12.27.2004

PLE apresenta - Christmas Carrol (O Natal de Carol)

Aqui respeitamos o Pai Natal e as mães virgens que, à semelhança de Maria, foram tocadas no ventre pelo Espírito Santo. Ocasionalmente respeitamos o Menino Jesus e JAMAIS permitiremos que o Rei Herodes repita a gracinha de há uns mil anos atrás.

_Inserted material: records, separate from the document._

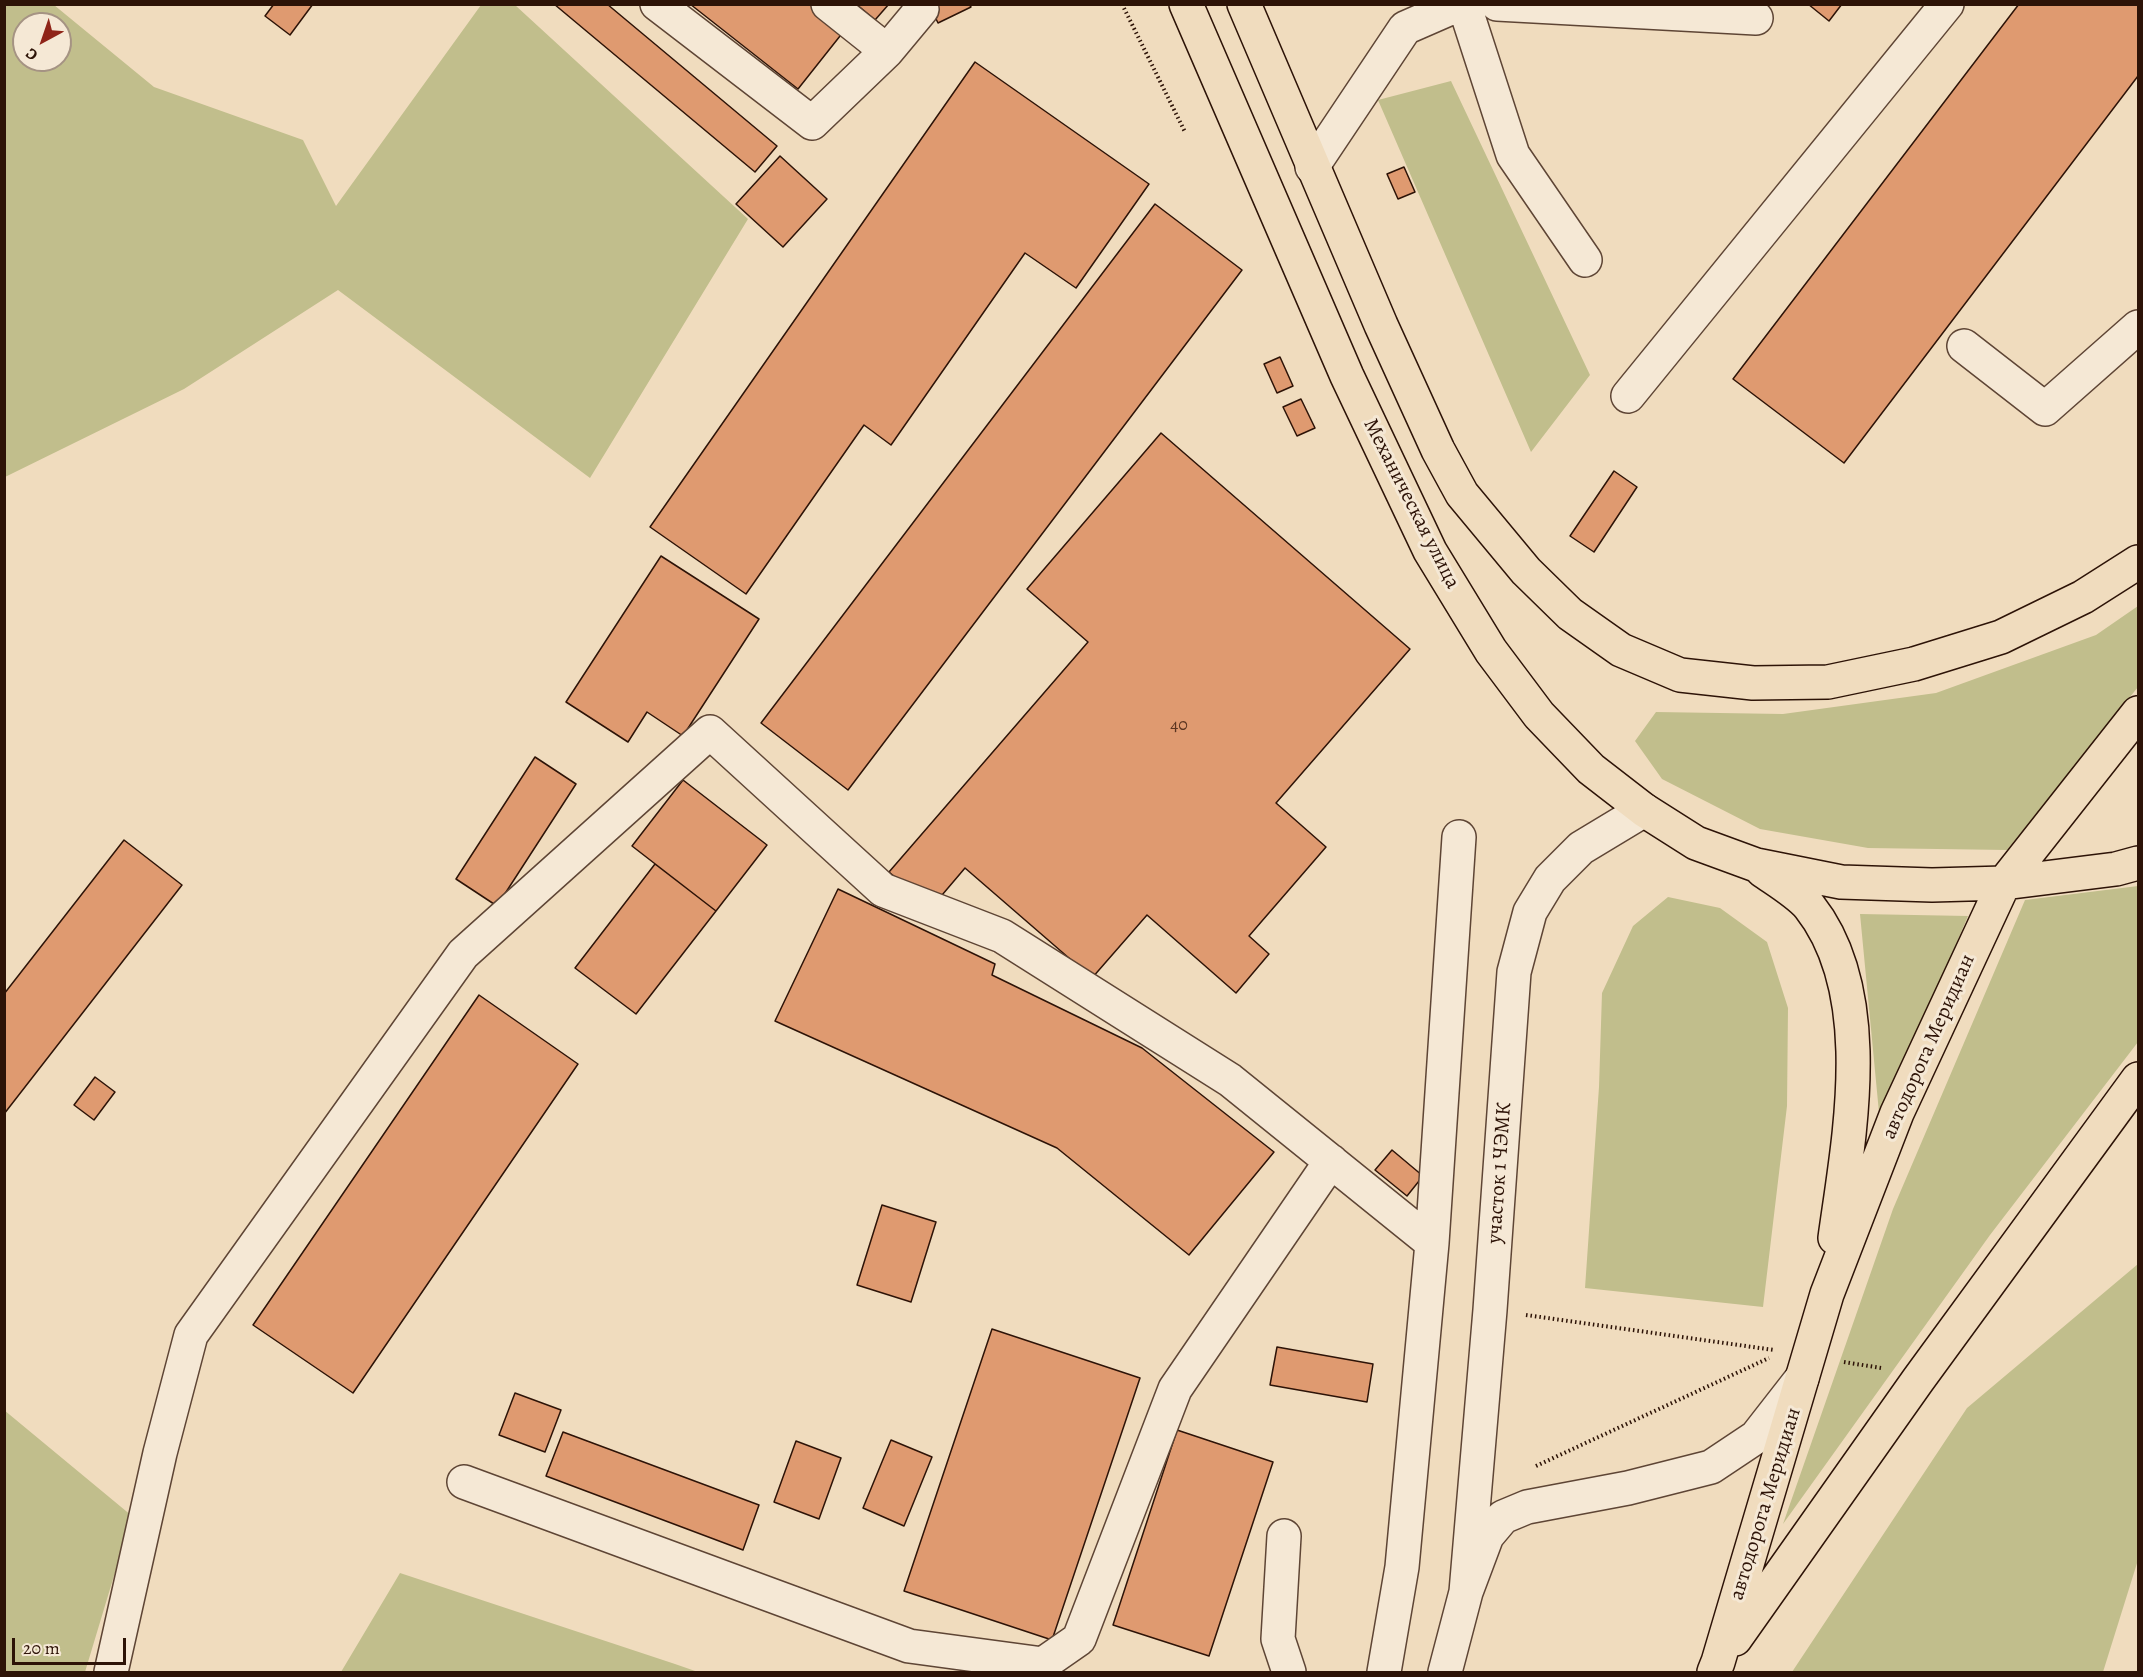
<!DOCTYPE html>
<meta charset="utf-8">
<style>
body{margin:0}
#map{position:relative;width:2143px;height:1677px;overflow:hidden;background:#f0dcbe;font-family:Alegreya,serif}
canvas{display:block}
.frame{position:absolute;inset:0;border:6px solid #2d1307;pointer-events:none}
.north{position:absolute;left:12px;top:12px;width:60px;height:60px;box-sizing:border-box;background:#f5e8d5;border:2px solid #a59383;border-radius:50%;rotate:220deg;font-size:16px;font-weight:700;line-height:24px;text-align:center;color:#2d1307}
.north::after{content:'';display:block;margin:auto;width:21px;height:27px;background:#8f2418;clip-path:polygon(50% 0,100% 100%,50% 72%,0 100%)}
.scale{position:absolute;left:12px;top:1638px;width:114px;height:27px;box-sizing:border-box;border:3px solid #2d1307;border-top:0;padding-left:8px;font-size:18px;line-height:21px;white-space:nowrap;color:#2d1307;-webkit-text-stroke:4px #f5e8d5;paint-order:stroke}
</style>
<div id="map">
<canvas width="2143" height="1677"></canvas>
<div class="frame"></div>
<div class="north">С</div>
<div class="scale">20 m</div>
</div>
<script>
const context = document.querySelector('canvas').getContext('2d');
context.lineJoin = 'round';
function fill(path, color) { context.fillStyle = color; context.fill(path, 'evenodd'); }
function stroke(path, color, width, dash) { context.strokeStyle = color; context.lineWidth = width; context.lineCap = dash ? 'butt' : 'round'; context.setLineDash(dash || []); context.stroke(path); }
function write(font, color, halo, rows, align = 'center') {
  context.font = font + ' Alegreya,serif'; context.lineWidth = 6; context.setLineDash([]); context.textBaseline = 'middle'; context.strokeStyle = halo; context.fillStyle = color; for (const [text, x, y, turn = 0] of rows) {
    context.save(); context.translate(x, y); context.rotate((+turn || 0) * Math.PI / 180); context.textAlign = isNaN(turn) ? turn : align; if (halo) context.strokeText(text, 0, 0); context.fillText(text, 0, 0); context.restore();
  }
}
const green = new Path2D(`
 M5,4L54,5L154,87L303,140L336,206L481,5H515L748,219L590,478L338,290L184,389L5,477ZM24,24H60V60H24Z
 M1451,81L1590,375L1531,452L1378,100Z
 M2138,606V687L2007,850L1868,848L1760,829L1662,779L1635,741L1656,712L1783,714L1936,693L2096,635Z
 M2138,886V1042L1990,1235L1783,1524L1893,1209L2025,900Z
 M1668,897L1720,908L1767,942L1788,1008L1787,1106L1763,1307L1585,1288L1599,1087L1602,993L1633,926Z
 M1860,914L1968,916L1880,1123Z
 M2138,1264V1560L2103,1672H1792L1967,1408Z
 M4,1410L132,1516L85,1672H5Z
 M400,1573L675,1664L698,1672H341Z`);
const building = new Path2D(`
 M274,4H313L290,35L265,16Z
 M554,4H607L777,146L755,172Z
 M690,4H810L844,31L798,89Z
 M856,4H889L875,20Z
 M929,4H969L971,7L938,23Z
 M1808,4H1842L1829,21Z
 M2019,4H2138V76L1844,463L1733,379Z
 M975,62L1149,184L1076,288L1025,253L891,445L864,425L746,594L650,527Z
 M780,156L827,199L783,247L736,204Z
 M1404,167L1415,192L1398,199L1387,174Z
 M1155,204L1242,270L848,790L761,723Z
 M1280,357L1293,386L1277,393L1264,364Z
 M1301,399L1315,428L1297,436L1283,407Z
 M1161,433L1410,649L1276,803L1326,847L1249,936L1269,954L1236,993L1147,915L1092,978L965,868L931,908L889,872L1088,642L1027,589Z
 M1614,471L1637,487L1594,552L1570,536Z
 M661,556L759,619L683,736L647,712L628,742L566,702Z
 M535,757L576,784L497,906L456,879Z
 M683,780L767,845L716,911L632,846Z
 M124,840L182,885L4,1114V994Z
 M655,864L716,911L636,1014L575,968Z
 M838,889L995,964L992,975L1142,1048L1274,1152L1189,1255L1057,1148L775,1021Z
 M479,995L578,1064L353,1393L253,1325Z
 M95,1077L115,1092L94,1120L74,1105Z
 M1392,1150L1423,1176L1407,1196L1375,1170Z
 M882,1205L936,1222L911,1302L857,1285Z
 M992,1329L1140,1378L1052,1640L904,1591Z
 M1277,1347L1373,1364L1367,1402L1270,1385Z
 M515,1393L561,1410L545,1452L499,1435Z
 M1177,1430L1273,1462L1209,1656L1113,1625Z
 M563,1432L759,1505L743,1550L546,1476Z
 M891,1440L932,1457L904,1526L863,1508Z
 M796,1441L841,1458L819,1519L774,1502Z`);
const path = new Path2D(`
 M1122,4L1185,132
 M1526,1315L1774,1350
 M1844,1362L1881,1368
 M1536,1466L1769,1358`);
const minor = new Path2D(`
 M657,4L812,123L887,51L922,9L919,4
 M828,4L887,51
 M1464,4L1513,155L1585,260
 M1497,4L1756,18
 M1312,167L1405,28L1460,4
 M1964,346L2045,409L2138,327
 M1628,396L1947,4
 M464,1482L909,1646L1043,1664L1079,1639L1175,1389L1331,1161
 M1284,1536L1278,1639L1289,1672
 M1466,1592L1490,1310L1514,972L1530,912L1550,879L1581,848L1644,810
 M111,1672L160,1453L191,1335L463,954L710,732L883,890L1002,936L1230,1080L1432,1243
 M1384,1672L1402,1567L1432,1243L1459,837
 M1445,1672L1466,1592L1487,1536L1503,1517L1527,1507L1628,1488L1711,1467L1756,1437L1802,1378`);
const major = new Path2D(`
 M1186,4L1347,376L1430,551L1491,651L1539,715L1591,769L1644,810L1696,843L1756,865L1841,882L1932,885L2004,883L2116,869L2138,863
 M1244,4L1381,325L1438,450L1462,494L1526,571L1570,614L1621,650L1680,675L1753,683L1828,682L1914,664L2001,637L2083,597L2138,562
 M1762,870C1776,880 1798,893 1809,906C1878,993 1849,1137 1835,1238
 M1735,1639L1918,1380L2138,1079
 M1714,1672L1718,1662L1827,1294L1897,1113L2004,883L2138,713`);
const numberNames = [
 ["40",1179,726]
];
const streetNames = [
 ["Механическая улица",1411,504,63],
 ["автодорога Меридиан",1929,1047,-66],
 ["участок 1 ЧЭМК",1500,1173,-86],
 ["автодорога Меридиан",1766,1504,-73]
];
fill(green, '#c1be8c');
fill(building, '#df9a70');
stroke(building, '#2d1307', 1.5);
stroke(minor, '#5e4535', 36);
stroke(major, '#2d1307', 36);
stroke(path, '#2d1307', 4, [1.5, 3]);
stroke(minor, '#f5e8d5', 33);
stroke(major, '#f0dcbe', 33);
write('18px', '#5a3521', null, numberNames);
write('21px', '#2d1307', '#f5e8d5', streetNames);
</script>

PLE apresenta: Christmas Carrol (o Natal de Carol)

Parte I

Cai a noite. Singelamente Salvador espalha o óleo pelo mastro do barco em miniatura que começou a construir no início do ano. Ao canto da jubilosa sala, o pinheiro assume uma estranha grandiosidade provocada pela falta de embrulhos e de caixas com laçarotes que em tempos idos agraciavam este espaço.
No outro lado da rua, Matias agarra-se vigorosamente ao pau da vassoura com que limpa a entrada da sua neve. Nota-se, pelos traços indiferentes que definem o seu rosto, que está distante, abismado, longinquamente buscando a alegria e as tristezas que já não fazem parte de si.
Duas casas abaixo uma frágil menina geme num misto de dor e de prazer enquanto o seu avô esfrega o pau enrolado em algodão, que depois limpa a um pano, com que retira o sebo dos ouvidos da criança. Defronte à janela, nada escapa ao olhar fotográfico daquela criança.

Parte II

Já velhinha, Brumilda Hosana excita-se ainda hoje quando acaricia os caracóis de seu neto, Jesualdo. Repetidamente o petiz implora Conta avó. Só mais uma vez. Está bem Jesualdo, acede a velhinha derretida com a doçura do seu descendente.
Caia a noite e o meu avô tirava a cera dos meus ouvidos. Como sempre, depois desta limpeza, ia para a cozinha e fazia-me chá e torradas, e igualmente eu pegava na escova para me pentear. Foi então que aconteceu... como por magia senti o meu coração a querer saltar-me do peito, os olhos a querer sair puxando toda a cabeça e corpo para a rua e os ouvidos a estalar estridentemente. Apavorada levantei-me tão rápido que mais depressa ainda caí. Queria morrer! Depois, tão depressa como a aflição apareceu, senti uma calma reconfortante e todas essas sensações tinham passado, como por magia. Olhei pela janela e a rua já estava deserta. Em cima da minha cama estavam o chá e as torradas, frias como o parapeito da janela onde adormeci. Aos pés do meu leito estava um livro sem desenhos ou letras na capa, antes completamente branco. Pensando ser uma prenda do meu avô, peguei nele com ansiedade. Então aconteceu-me aquilo que menos esperava e que mudou por completo a minha vida.
Este era um livro especial, sem páginas. Um género de televisor onde via as imagens eram bem reais. Nele vi o meu vizinho Matias a aperaltar-se em sua casa. Apavorada fechei o livro. Mas a curiosidade venceu o medo e vi-o em frente ao espelho, a aconchegar o seu sexo. Saiu para a rua, atravessou a estrada e entrou na casa de Salvador. A porta fechou-se suavemente. Lá dentro fizeram coisas que eu nunca tinha visto até então e que não me atrevo a contar-te.
De repente sinto o meu avô a subir as escadas e com medo fechei o livro e escondi-o debaixo da almofada. Chama-me para jantar e para abrir os presentes. Fiz tudo aquilo o mais rápido que pude para voltar a ver o livro. Quando cheguei ao quarto já não lá estava. No dia seguinte a casa de Salvador tinha ardido e um corpo fôra encontrado. Mais tarde vim a saber que era de Matias.
Nunca mais tive uma noite de Natal como aquela. Mas a música que a aquele livro me cantou nunca mais esquecerei:

“Noite feliz,
Noite de amor,
Dá-me com o nabo,
Dá-me por favor.

Noite feliz,
Noite de amor,
Onde está a vaselina,
Diz-me Salvador.”

Parte III

Óh vó! Eu quando for grande também quero ser paneleiro! Não te importas pois não?Claro que não meu rico, claro que não! E continuou a mexer nos caracóis do neto.